Artwork
Georg Brandes at the University of Copenhagen

Georg Brandes at the University of Copenhagen is an unspecified painting by the Impressionist artist Harald Slott-Møller. It dates from 1895 and is held in the collection of the Statens Museum for Kunst. Harald Slott‑Møller’s 1895 canvas presents the Danish literary critic Georg Brandes delivering a lecture at the University of Copenhagen.
About this work
Overview
Harald Slott‑Møller’s 1895 canvas presents the Danish literary critic Georg Brandes delivering a lecture at the University of Copenhagen. Executed during the artist’s involvement with late‑19th‑century Impressionism, the work now belongs to the Statens Museum for Kunst’s permanent collection.
Subject & Meaning
The portrait captures Brandes standing behind a wooden lectern, his dark hair and beard framing a solemn expression. He holds a cup in one hand while his other rests on the lectern, suggesting a moment of thoughtful address to an unseen audience.
Technique & Style
Slott‑Møller employs a restrained palette of muted blacks and whites, contrasted by a focused beam of light that illuminates the figure against a dark wall. The brushwork balances detailed rendering of the face with looser treatment of surrounding space, reflecting an Impressionist concern for atmosphere and immediacy.
History & Provenance
Created the same year Slott‑Møller co‑founded Den Frie Udstilling, the painting remained in private hands before entering the national collection of Denmark’s Statens Museum for Kunst, where it is displayed among works of the period.
Context
Georg Brandes was a leading voice in the Modern Breakthrough, championing realism and secular ideas in Scandinavian culture.
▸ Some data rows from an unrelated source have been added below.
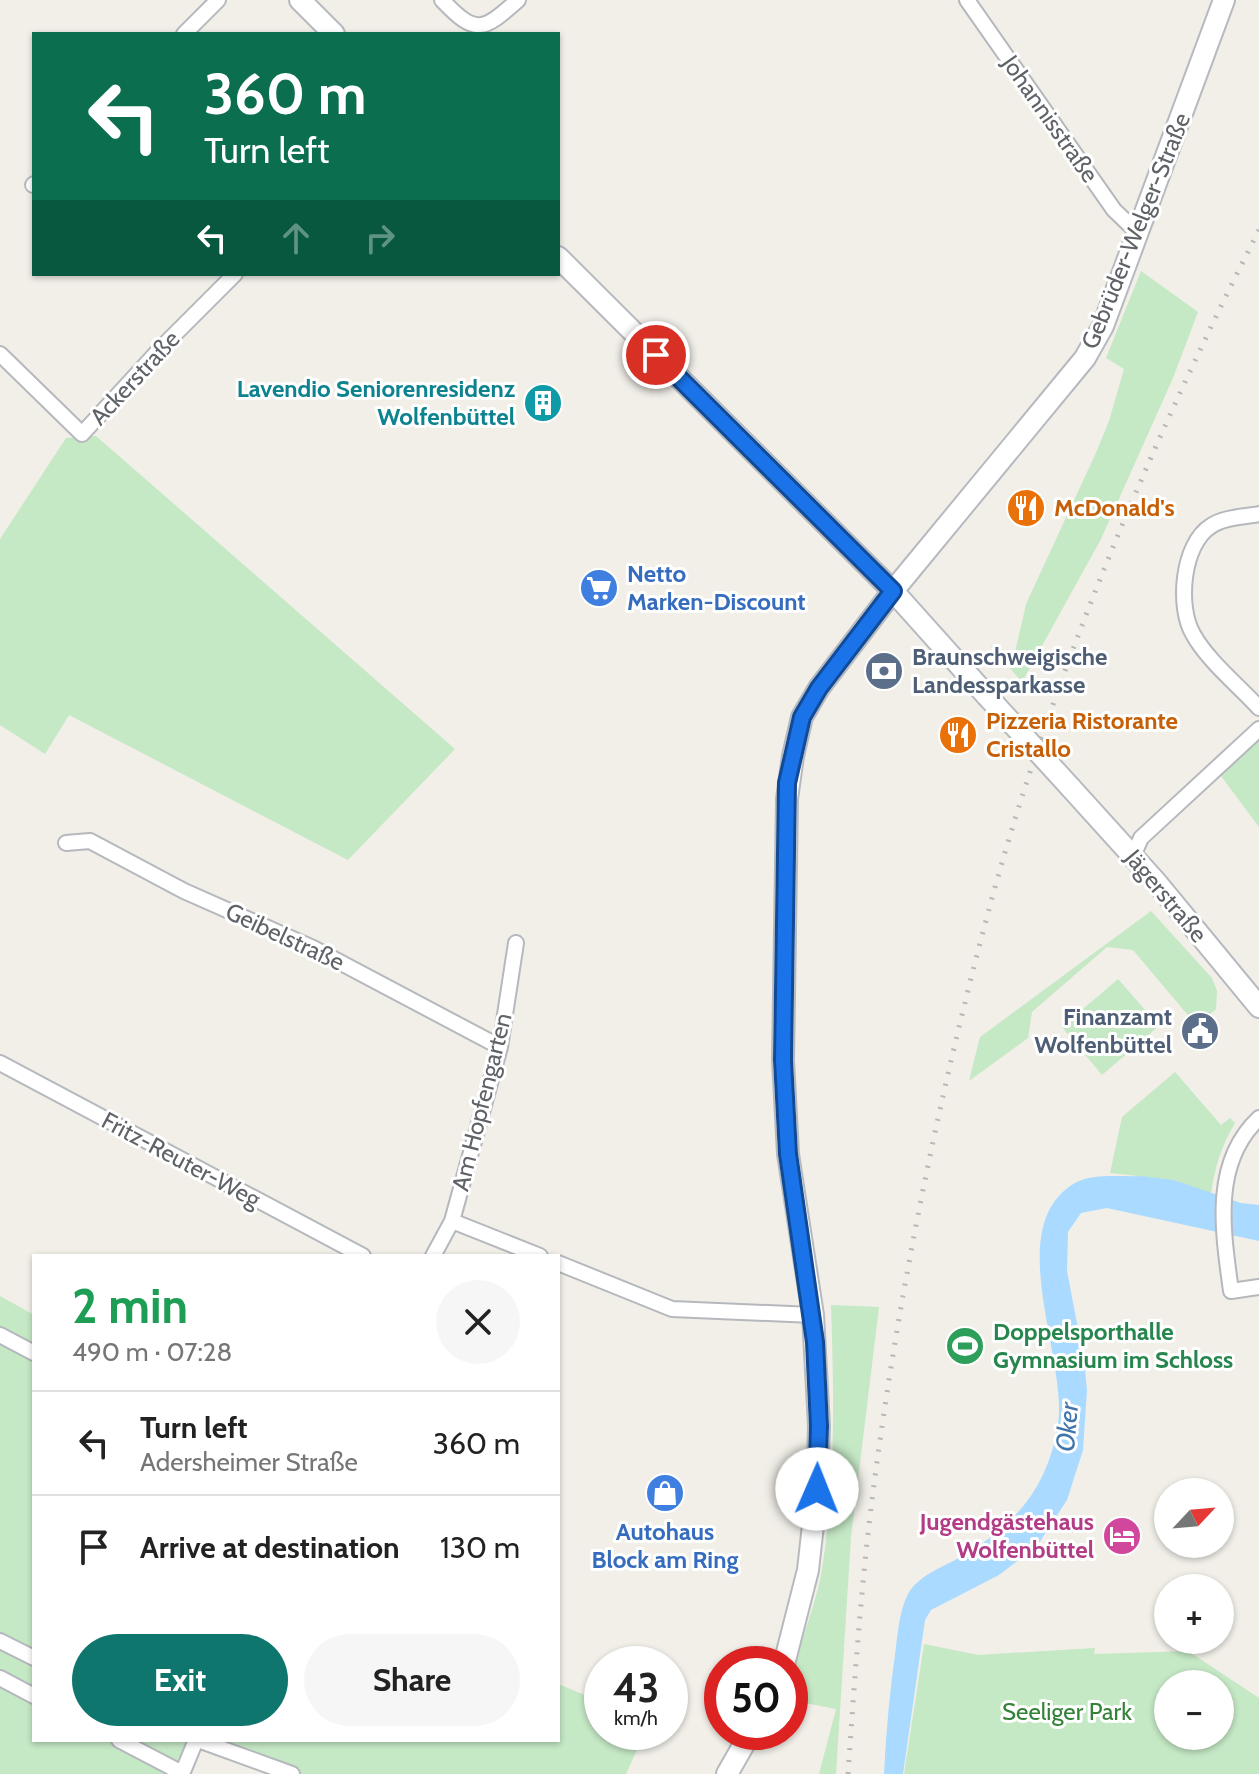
<!DOCTYPE html>
<meta charset="utf-8">
<style>
:root{--surface:#fff;--page:#f6f6f6;--text:#222;--muted:#767676;--line:#e0e0e0;--accent:#0f766e}
body{margin:0;font-family:Cabin,sans-serif;background:var(--page);color:var(--text);height:100vh;display:flex;flex-direction:column;font-size:30px;white-space:nowrap}
*{box-sizing:border-box;margin:0}
p{font-size:26px;color:var(--muted)}
.icon{flex:none;width:44px;height:44px;fill:none;stroke:currentColor;stroke-width:2;stroke-linecap:round;stroke-linejoin:round}
.map{position:relative;flex:1;overflow:hidden}
.details{position:absolute;left:32px;top:1254px;width:528px;height:488px;display:flex;flex-direction:column;background:var(--surface);border-radius:0px;box-shadow:0 2px 6px #0004}
.details>*{flex:none}
.hud{position:absolute;left:32px;top:32px;width:528px;height:244px;border-radius:0px;box-shadow:0 2px 6px #0004;background:#0b6e4f;color:#fff;overflow:hidden}
.needle{width:52px;rotate:64deg}
.fabs{position:absolute;left:1154px;top:1478px;display:grid;gap:16px}
.fabs a{display:grid;place-items:center;width:80px;height:80px;border-radius:50%;background:var(--surface);box-shadow:0 2px 6px #0004;font-size:40px}
.speed{position:absolute;left:584px;top:1646px;display:flex;gap:16px;font-size:40px;font-weight:700;text-align:center}
.speed>*{display:grid;place-content:center;width:104px;height:104px;border-radius:50%;background:var(--surface);box-shadow:0 2px 6px #0004;line-height:1}
.speed small{font-size:20px;font-weight:400}
.speed .limit{border:12px solid #d22;background:#fff;color:#111}
.pin{position:absolute;display:grid;place-items:center;width:68px;height:68px;color:#fff;margin:-34px;border:4px solid #fff;border-radius:50%;box-shadow:0 2px 8px #0007}
.me{position:absolute;width:88px;margin:-44px;rotate:1deg;stroke-linejoin:round;filter:drop-shadow(0 0 6px #0008)}
.turn{display:flex;align-items:center;gap:28px;height:168px;padding:0 40px;font-size:36px}
.turn .icon{width:104px;height:104px;stroke-width:2.5}
.turn b{display:block;font-size:56px;line-height:68px}
.lanes{display:flex;align-items:center;height:76px;padding:0 40px;background:#0003;justify-content:center;gap:40px;direction:ltr}
.lanes .off{opacity:.35}
.round{display:grid;place-items:center;flex:none;width:84px;height:84px;border-radius:42px;background:var(--page)}
.head{display:flex;align-items:center;justify-content:space-between;height:136px;padding:0 40px}
h1{font-size:48px;font-weight:700;line-height:60px;color:#1e9e55}
.cta{display:flex;gap:16px;margin-top:auto;padding:16px 40px}
.cta a{flex:1;height:92px;border-radius:48px;background:var(--accent);color:#fff;font-size:32px;font-weight:700;line-height:92px;text-align:center}
.cta a+a{background:var(--page);color:var(--text)}
ul{padding:0;list-style:none}
li{display:flex;align-items:center;gap:24px;height:104px;padding:0 40px;border-top:2px solid var(--line)}
li div{flex:1}
li b{display:block;font-size:30px}
li em{font-style:normal}
.map>svg:first-child{display:block}
.green{fill:#c5e8c5;fill-rule:evenodd}
.water{fill:#aadaff}
.lines{fill:none;stroke-linecap:round;stroke-linejoin:round}
.minor-casing{stroke:#b5b8bc;stroke-width:18}
.secondary-casing{stroke:#b6babf;stroke-width:24}
.minor{stroke:#fff;stroke-width:14}
.secondary{stroke:#fff;stroke-width:20}
.rail{stroke:#b6b7b8;stroke-width:5;stroke-dasharray:2 10;stroke-linecap:butt}
.secondary-bridge-casing{stroke:#b6babf;stroke-width:24;stroke-linecap:butt}
.secondary-bridge{stroke:#fff;stroke-width:20}
.route-casing{stroke:#114b97;stroke-width:20}
.route{stroke:#1a73e8;stroke-width:14}
.labels{text-anchor:middle;stroke-width:6;stroke-linejoin:round;paint-order:stroke}
.street-label{font-size:24px;fill:#5f6368;stroke:#fff}
.culture-label{font-size:24px;font-weight:bold;fill:#0d838f;stroke:#fff;text-anchor:end}
.food-label{font-size:24px;font-weight:bold;fill:#c56008;stroke:#fff;text-anchor:start}
.shop-label{font-size:24px;font-weight:bold;fill:#366cbe;stroke:#fff;text-anchor:start}
.service-label{font-size:24px;font-weight:bold;fill:#4e5e75;stroke:#fff;text-anchor:start}
.leisure-label{font-size:24px;font-weight:bold;fill:#27864d;stroke:#fff;text-anchor:start}
.hotel-label{font-size:24px;font-weight:bold;fill:#b23c85;stroke:#fff;text-anchor:end}
.park-label{font-size:24px;fill:#348238;stroke:#fff}
.water-label{font-size:26px;font-style:italic;fill:#4174aa;stroke:#fff}
</style>
<div class="map">
<svg width="1259" height="1774" viewBox="0 0 1259 1774">
<rect width="100%" height="100%" fill="#f1efe8"/>
<!-- green -->
<path class="green" d="M 1141,271 L 1198,312 L 1173,378 L 1101,539 L 1022,682 L 990,645 L 1014,657 L 1026,604 L 1095,455 L 1109,421 L 1124,369 L 1106,358 Z
M 96,436 L 455,749 L 348,860 L 69,715 L 45,754 L 0,725 L 0,539 L 66,438 Z
M 1259,733 L 1259,827 L 1218,772 Z
M 1151,911 L 1212,978 L 1217,991 L 1216,1009 L 1197,1026 L 1133,950 L 1107,947 L 1032,1012 L 1028,1038 L 969,1081 L 980,1037 Z
M 1118,979 L 1159,1026 L 1102,1075 L 1062,1027 Z
M 1175,1072 L 1221,1125 L 1230,1118 L 1235,1123 C 1221,1147 1215,1166 1211,1194 L 1174,1180 L 1110,1173 L 1122,1117 Z
M 0,1296 L 34,1315 L 34,1740 L 199,1740 L 182,1774 L 0,1774 Z
M 831,1305 L 879,1307 L 851,1537 L 836,1774 L 819,1774 L 836,1709 L 790,1700 C 790,1663 814,1614 821,1575 C 836,1485 834,1395 831,1305 Z
M 924,1644 L 978,1655 L 1095,1648 L 1094,1654 L 1188,1651 L 1259,1698 L 1259,1774 L 904,1774 ZM 1168,1684 L 1220,1684 L 1220,1736 L 1168,1736 Z
M 558,1684 L 602,1702 L 602,1732 L 645,1732 L 626,1774 L 287,1774 L 211,1740 L 558,1740 Z"/>
<!-- water -->
<path class="water" d="M 1141,1176 L 1174,1180 L 1241,1203 L 1259,1205 L 1259,1241 L 1107,1208 L 1081,1213 L 1068,1232 L 1067,1271 L 1084,1360 L 1087,1390 L 1083,1450 L 1067,1500 L 1037,1546 L 999,1575 L 931,1610 L 925,1620 L 903,1774 L 884,1774 C 886,1731 890,1689 896,1647 C 898,1630 900,1609 908,1594 C 917,1577 940,1568 957,1559 C 1013,1528 1048,1489 1058,1424 C 1068,1357 1001,1226 1075,1183 C 1093,1173 1121,1177 1141,1176 Z"/>
<g class="lines">
<defs>
<path id="minor" d="M 442,0 C 476,36 483,31 518,0
M 967,0 L 1114,210 L 1138,233
M 184,34 L 218,0
M 33,185 L 34,184
M 0,354 L 82,434 L 160,349 L 235,274
M 1259,514 C 1244,517 1224,517 1211,526 C 1182,544 1177,607 1193,634 C 1207,660 1239,686 1259,708
M 66,843 L 90,841 L 184,891 L 313,948 L 500,1047
M 1133,856 L 1141,838 L 1259,729
M 0,1063 L 363,1256
M 1259,1118 C 1211,1163 1223,1232 1231,1291 L 1259,1287
M 452,1221 L 540,1256
M 433,1256 L 452,1221 L 500,1047 L 516,943
M 558,1263 L 672,1309 L 813,1315
M 0,1335 L 34,1353
M 0,1641 L 34,1658
M 0,1678 L 34,1696
M 119,1740 L 182,1773
M 198,1740 L 292,1774
M 182,1774 L 196,1740"/>
<path id="secondary" d="M 300,0 L 334,34
M 558,257 L 893,591 L 987,696
M 1071,788 L 1157,883 L 1259,1007
M 784,1664 L 808,1570 L 817,1489 L 819,1426 L 813,1315 L 788,1154 L 783,1060 L 787,799 L 793,756 L 802,717 L 819,688 L 893,591 L 1085,358 L 1103,326 L 1224,0
M 727,1774 L 751,1732"/>
</defs>
<!-- minor casing -->
<use href="#minor" class="minor-casing"/>
<!-- secondary casing -->
<use href="#secondary" class="secondary-casing"/>
<!-- minor -->
<use href="#minor" class="minor"/>
<!-- secondary -->
<use href="#secondary" class="secondary"/>
<!-- rail -->
<path class="rail" d="M 848,1774 C 854,1688 860,1602 870,1516 C 895,1313 935,1111 988,913 C 1050,681 1150,444 1259,230"/>
<defs>
<path id="secondary-bridge" d="M 987,696 L 1071,788"/>
</defs>
<!-- secondary-bridge casing -->
<use href="#secondary-bridge" class="secondary-bridge-casing"/>
<!-- secondary-bridge -->
<use href="#secondary-bridge" class="secondary-bridge"/>
</g>
<g class="lines">
<defs>
<path id="route" d="M 656,355 L 893,591 L 819,688 L 802,717 L 787,783 L 783,1060 L 788,1154 L 815,1342 L 819,1426 L 817,1489"/>
</defs>
<!-- route casing -->
<use href="#route" class="route-casing"/>
<!-- route -->
<use href="#route" class="route"/>
</g>
<!-- icons -->
<defs>
<symbol id="building-disc" viewBox="-11 -11 22 22"><circle r="9.5" fill="#0f9aa8" stroke="#fff"/><path d="M-4-6H4V6H1V3H-1V6H-4ZM-2.5-4.3h1.7v1.8h-1.7ZM.8-4.3h1.7v1.8H.8ZM-2.5-1h1.7V.8h-1.7ZM.8-1h1.7V.8H.8Z" fill="#fff"/></symbol>
<symbol id="restaurant-disc" viewBox="-11 -11 22 22"><circle r="9.5" fill="#e8710a" stroke="#fff"/><path d="M-5-6h1v4h1v-4h1v4h1v-4h1v5L-1.5 .5V6h-2V.5L-5-1ZM5-6V6H3V1.5H1.5Q1.5-4 5-6Z" fill="#fff"/></symbol>
<symbol id="supermarket-disc" viewBox="-11 -11 22 22"><circle r="9.5" fill="#3f7fe0" stroke="#fff"/><path d="M-6-5.5h2.5l.6 2H6L4.5 2H-2.5L-4.4-4H-6ZM-1.5 3.2a1.3 1.3 0 1 0 .1 0ZM3 3.2a1.3 1.3 0 1 0 .1 0Z" fill="#fff"/></symbol>
<symbol id="bank-disc" viewBox="-11 -11 22 22"><circle r="9.5" fill="#5c6f8a" stroke="#fff"/><path d="M-6-4H6V4H-6ZM0-2.3a2.3 2.3 0 1 0 0 4.6a2.3 2.3 0 1 0 0-4.6Z" fill="#fff"/></symbol>
<symbol id="civic-disc" viewBox="-11 -11 22 22"><circle r="9.5" fill="#5c6f8a" stroke="#fff"/><path d="M-.6-6.5H3V-4.5H.6V-3L4-1V1h2V6H-6V1h2V-1L-.6-3ZM-1.2 2.5V6h2.4V2.5Z" fill="#fff"/></symbol>
<symbol id="stadium-disc" viewBox="-11 -11 22 22"><circle r="9.5" fill="#2e9e5b" stroke="#fff"/><path d="M0-5a6.5 5 0 1 0 0 10a6.5 5 0 1 0 0-10ZM-3.5-1.8h7v3.6h-7Z" fill="#fff"/></symbol>
<symbol id="shop-disc" viewBox="-11 -11 22 22"><circle r="9.5" fill="#3f7fe0" stroke="#fff"/><path d="M-5-2.5h2.3a2.7 3.5 0 0 1 5.4 0H5L5.5 6h-11ZM-1.5-2.5h3a1.5 2.3 0 0 0-3 0Z" fill="#fff"/></symbol>
<symbol id="hotel-disc" viewBox="-11 -11 22 22"><circle r="9.5" fill="#d1479c" stroke="#fff"/><path d="M-6-4.5h1.5V1H6V5H4.5V3h-9V5H-6ZM-4 0a1.8 1.8 0 1 1 3.6 0ZM.5 0V-2.5h3Q6-2.5 6 0Z" fill="#fff"/></symbol>
</defs>
<g fill-rule="evenodd">
<use href="#building-disc" x="521" y="381" width="44" height="44"/>
<use href="#restaurant-disc" x="1004" y="486" width="44" height="44"/>
<use href="#supermarket-disc" x="577" y="566" width="44" height="44"/>
<use href="#bank-disc" x="862" y="649" width="44" height="44"/>
<use href="#restaurant-disc" x="936" y="713" width="44" height="44"/>
<use href="#civic-disc" x="1178" y="1009" width="44" height="44"/>
<use href="#stadium-disc" x="943" y="1324" width="44" height="44"/>
<use href="#shop-disc" x="643" y="1471" width="44" height="44"/>
<use href="#hotel-disc" x="1100" y="1514" width="44" height="44"/>
</g>
<g class="labels">
<!-- street labels -->
<g class="street-label">
<text transform="translate(1050 119) rotate(55)" y="8">Johannisstraße</text>
<text transform="translate(1136 231) rotate(-68)" y="8">Gebrüder-Welger-Straße</text>
<text transform="translate(135 378) rotate(-47)" y="8">Ackerstraße</text>
<text transform="translate(1166 896) rotate(50)" y="8">Jägerstraße</text>
<text transform="translate(285 937) rotate(25)" y="8">Geibelstraße</text>
<text transform="translate(482 1102) rotate(-76)" y="8">Am Hopfengarten</text>
<text transform="translate(181 1160) rotate(28)" y="8">Fritz-Reuter-Weg</text>
</g>
<!-- culture labels -->
<g class="culture-label">
<text x="515" y="397">Lavendio Seniorenresidenz<tspan x="515" dy="28">Wolfenbüttel</tspan></text>
</g>
<!-- food labels -->
<g class="food-label">
<text x="1054" y="516">McDonald's</text>
<text x="986" y="729">Pizzeria Ristorante<tspan x="986" dy="28">Cristallo</tspan></text>
</g>
<!-- shop labels -->
<g class="shop-label">
<text x="627" y="582">Netto<tspan x="627" dy="28">Marken-Discount</tspan></text>
<text x="665" y="1540" text-anchor="middle">Autohaus<tspan x="665" dy="28">Block am Ring</tspan></text>
</g>
<!-- service labels -->
<g class="service-label">
<text x="912" y="665">Braunschweigische<tspan x="912" dy="28">Landessparkasse</tspan></text>
<text x="1172" y="1025" text-anchor="end">Finanzamt<tspan x="1172" dy="28">Wolfenbüttel</tspan></text>
</g>
<!-- leisure labels -->
<g class="leisure-label">
<text x="993" y="1340">Doppelsporthalle<tspan x="993" dy="28">Gymnasium im Schloss</tspan></text>
</g>
<!-- hotel labels -->
<g class="hotel-label">
<text x="1094" y="1530">Jugendgästehaus<tspan x="1094" dy="28">Wolfenbüttel</tspan></text>
</g>
<!-- park labels -->
<g class="park-label">
<text x="1067" y="1720">Seeliger Park</text>
</g>
<!-- water labels -->
<g class="water-label">
<text transform="translate(1067 1427) rotate(-85)" y="9">Oker</text>
</g>
</g>
</svg>
<div class="fabs">
<a><svg class="needle" viewBox="-14 -14 28 28"><path d="M0-13l5 13h-10z" fill="#e53935"/><path d="M0 13l5-13h-10z" fill="#767676"/></svg></a>
<a>+</a>
<a>−</a>
</div>
<div class="speed"><div>43<small>km/h</small></div><div class="limit">50</div></div>
<div class="pin" style="left:656px;top:355px;background:#d93025"><svg class="icon" aria-label="arrive" viewBox="0 0 24 24"><path d="M6 21V4h12l-3 4 3 4H6"/></svg></div>
<svg class="me" style="left:817px;top:1489px" viewBox="-20 -20 40 40"><circle r="19" fill="#fff"/><path d="M0-13L10 11 0 6-10 11z" fill="#1a73e8"/></svg>
<div class="hud">
<div class="turn"><svg class="icon" aria-label="left" viewBox="0 0 24 24"><path d="M17 20v-9H6M10 6l-5 5 5 5"/></svg><div><b>360 m</b>Turn left</div></div>
<div class="lanes"><svg class="icon" aria-label="left" viewBox="0 0 24 24"><path d="M17 20v-9H6M10 6l-5 5 5 5"/></svg><svg class="icon off" aria-label="ahead" viewBox="0 0 24 24"><path d="M12 20V5M6 11l6-6 6 6"/></svg><svg class="icon off" aria-label="right" viewBox="0 0 24 24"><path d="M7 20v-9h11M14 6l5 5-5 5"/></svg></div>
</div>
<section class="details">
<div class="head"><div><h1>2 min</h1><p>490 m · 07:28</p></div><a class="round"><svg class="icon" aria-label="close" viewBox="0 0 24 24"><path d="M6 6l12 12M18 6L6 18"/></svg></a></div>
<ul>
<li><svg class="icon" aria-label="left" viewBox="0 0 24 24"><path d="M17 20v-9H6M10 6l-5 5 5 5"/></svg><div><b>Turn left</b><p>Adersheimer Straße</p></div><em>360 m</em></li>
<li><svg class="icon" aria-label="arrive" viewBox="0 0 24 24"><path d="M6 21V4h12l-3 4 3 4H6"/></svg><div><b>Arrive at destination</b></div><em>130 m</em></li>
</ul>
<div class="cta"><a>Exit</a><a>Share</a></div>
</section>
</div>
By portraying him in an academic setting, Slott‑Møller underscores Brandes’s role as a public intellectual shaping university discourse at the turn of the century.
Artist & collection
Artist
Harald Slott-Møller (Danish: ; 17 August 1864 – 20 October 1937) was a Danish painter and ceramist. Together with his wife, the painter Agnes Slott-Møller, he was a founding member of Den Frie Udstilling (The Free Exhibition).